We made our way to my mother's secret destination, the heat and soft melodies soothing us into a cozy reverie. I dozed off for a bit, the content drive too much for my heavy eyes.

My mother touched my shoulder, "we're here."

I blinked the sleep away as I stepped from the car. I immediately felt appreciation for my warm coat and yellow scarf as a chilled wind blustered by. Seagulls squawked overhead and the salt air filled my lungs. Momma had brought us to the ocean. "What are we doing here, Momma?"

"You'll see, little dove." She replied as she grabbed a box out of the trunk. We walked down to the shore where Momma placed an old sheet and gestured for me to sit. "When you think of Gramma, what do you miss, little dove?" She asked as she opened the box.

I glanced at her, surprised. "What didn't I miss?" would have been an easier question.

"I miss her smile and apple pie. I miss playing games with her and her tickling my feet. Most of all, I miss her warm hugs." I sniffed. She grabbed my hand and squeezed.

"And when you think of Gramma now, what do you feel?" She asked, looking up.

Reluctant to answer, I peered inside her mystery box and saw a rainbow of painted rocks. The painted rocks that Gramma and I made for her this past Mother's Day, one of our last projects together. I hesitated in my reply, trying to understand what it was my mother had planned. She looked at me expectantly. "Well, I feel sad. Very sad. And lonely, mostly when I do my homework or watch Wheel of Fortune. And…" I stopped, feeling slightly ashamed.

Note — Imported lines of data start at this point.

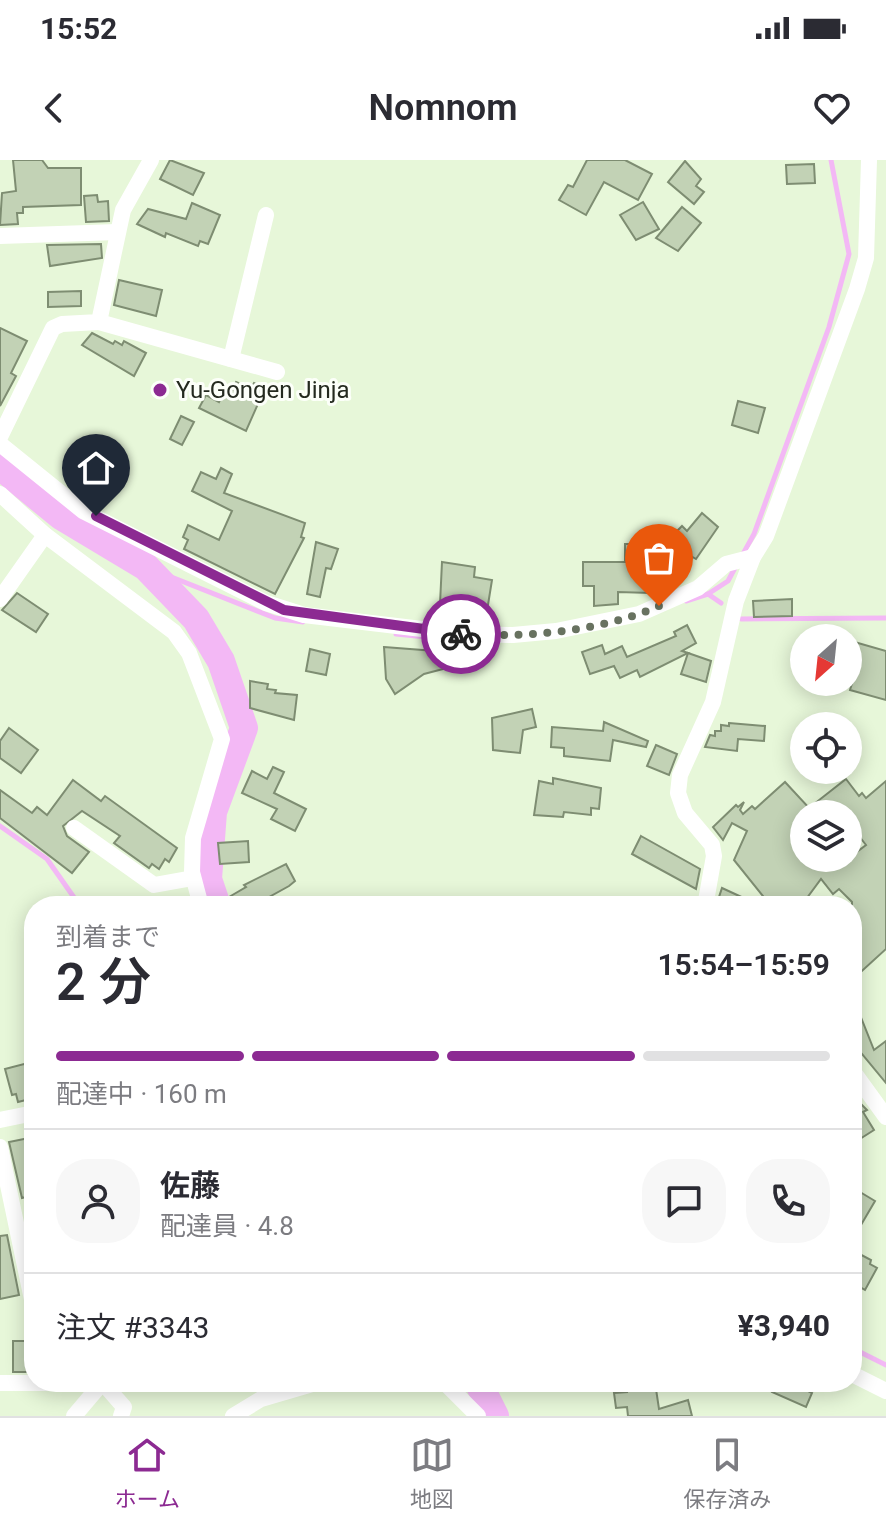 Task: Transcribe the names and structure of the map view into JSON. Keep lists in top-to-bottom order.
{
  "places": ["Yu-Gongen Jinja"],
  "north": "bottom left",
  "page": {
    "status": "15:52",
    "header": "Nomnom",
    "heading": ["2 分", "到着まで", "15:54–15:59"],
    "panel": [
      "佐藤",
      "配達員 · 4.8",
      "注文 #3343",
      "¥3,940"
    ],
    "bar": "配達中 · 160 m",
    "tabs": ["ホーム", "地図", "保存済み"]
  }
}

I looked down at my hands. "Angry." I whispered. She clutched my hand and I brought my eyes to meet hers. She gave me a reassuring look. She reached into the box and removed three rocks- one black, one gray, and one deep blue. She handed me the gray rock first.

"This one is loneliness." She stated. "I want you to place this rock into the water."

I stared at her a moment, trying to decipher the puzzle my mother had thoughtfully made for me. Giving in, I placed the gray rock into the soft, wet sand- just at the water's edge. I watched as a wave crashed onto the shore and carried my rock away in a series of tumbles and sways. I brought my gaze to my mother, not fully understanding what this was but feeling an unexpected doleful relief. She handed me the black rock next, "Anger."

I toyed with it in my hand. My last vision of my Gramma whirled before my eyes. I felt a spark of what the rock represented. Again, I placed the rock onto the shore as the ocean claimed it as its own in a weightless dance. One rock remained. This time, I picked it up without prompt and looked at it, the dark blue resonating deep inside.

"Sadness," I whispered. She nodded and guided my hand to the sand. I pulled away, a rush of panic rising within. I held the rock close. "I don't think I'm ready yet, Momma."

Slowly, she took her hand away. "Okay, little dove. Hold onto it a bit longer." She waited quietly as I held the rock, feeling it's heaviness against my chest. I looked to the horizon and I saw it all so clearly- my Gramma's last days. The sounds of the soft beeping and whooshing surrounded me as I held her hand each night, her there but not. I remembered that last night, when I had squeezed her hand one final time and could have sworn she squeezed back. A sob escaped me as I finally laid the rock to rest. Without hesitation and as if the water knew what must be done, it pulled the deep blue rock away, disappearing into the ocean's abyss.

I sat there for a bit, watching the waves come and go, feeling a sense of numbness that had nothing to do with the chilly air.

Momma broke my reverie. "Little dove, there are three rocks left." She planted them down- one yellow, one pink, one lilac. "Happiness, love, and laughter." Her voice was tender.

I motioned for the rocks, making the assumption my task was the same. She stopped me as she pulled a small, knit bag in Gramma's familiar stitching from out her pocket.

"No, little dove." She uttered as she opened the bag and placed each rock inside. Closing the bag, she placed the strap around my shoulder, her hand lingering in comfort as she forced me to meet her loving eyes. "These, we keep."